### What to work on:
Each line of the data that includes the string "Niveles" is to be copied out.

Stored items

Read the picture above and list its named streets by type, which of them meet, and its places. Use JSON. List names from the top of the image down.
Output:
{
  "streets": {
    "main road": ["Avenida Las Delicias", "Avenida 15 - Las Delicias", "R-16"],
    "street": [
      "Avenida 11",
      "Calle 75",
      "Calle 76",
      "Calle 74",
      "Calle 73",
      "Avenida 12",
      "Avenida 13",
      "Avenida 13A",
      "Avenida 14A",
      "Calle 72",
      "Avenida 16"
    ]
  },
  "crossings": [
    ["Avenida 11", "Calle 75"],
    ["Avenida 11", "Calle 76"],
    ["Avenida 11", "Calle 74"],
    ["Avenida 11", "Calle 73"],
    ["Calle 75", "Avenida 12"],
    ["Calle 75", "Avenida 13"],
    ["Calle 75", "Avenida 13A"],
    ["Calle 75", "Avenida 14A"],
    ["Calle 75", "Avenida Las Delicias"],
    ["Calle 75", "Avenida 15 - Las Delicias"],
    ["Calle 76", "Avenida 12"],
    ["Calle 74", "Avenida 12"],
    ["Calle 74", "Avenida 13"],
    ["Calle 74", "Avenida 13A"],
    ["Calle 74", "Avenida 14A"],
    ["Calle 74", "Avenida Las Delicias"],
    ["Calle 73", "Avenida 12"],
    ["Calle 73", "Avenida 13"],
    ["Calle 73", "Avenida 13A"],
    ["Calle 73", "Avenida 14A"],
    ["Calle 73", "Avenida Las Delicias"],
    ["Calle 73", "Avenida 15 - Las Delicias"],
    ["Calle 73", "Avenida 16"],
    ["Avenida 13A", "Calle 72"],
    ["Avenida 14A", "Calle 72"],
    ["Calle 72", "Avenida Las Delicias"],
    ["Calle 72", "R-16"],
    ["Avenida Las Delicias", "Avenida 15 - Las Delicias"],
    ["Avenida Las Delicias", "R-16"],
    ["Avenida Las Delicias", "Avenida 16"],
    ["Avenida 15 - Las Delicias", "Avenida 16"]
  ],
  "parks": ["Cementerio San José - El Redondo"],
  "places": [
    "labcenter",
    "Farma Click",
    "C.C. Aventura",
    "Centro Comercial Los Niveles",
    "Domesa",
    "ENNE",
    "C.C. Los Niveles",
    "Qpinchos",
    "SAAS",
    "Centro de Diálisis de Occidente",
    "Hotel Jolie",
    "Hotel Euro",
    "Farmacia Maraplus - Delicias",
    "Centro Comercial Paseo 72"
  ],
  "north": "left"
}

### Solution for this task:
    "Centro Comercial Los Niveles",
    "C.C. Los Niveles",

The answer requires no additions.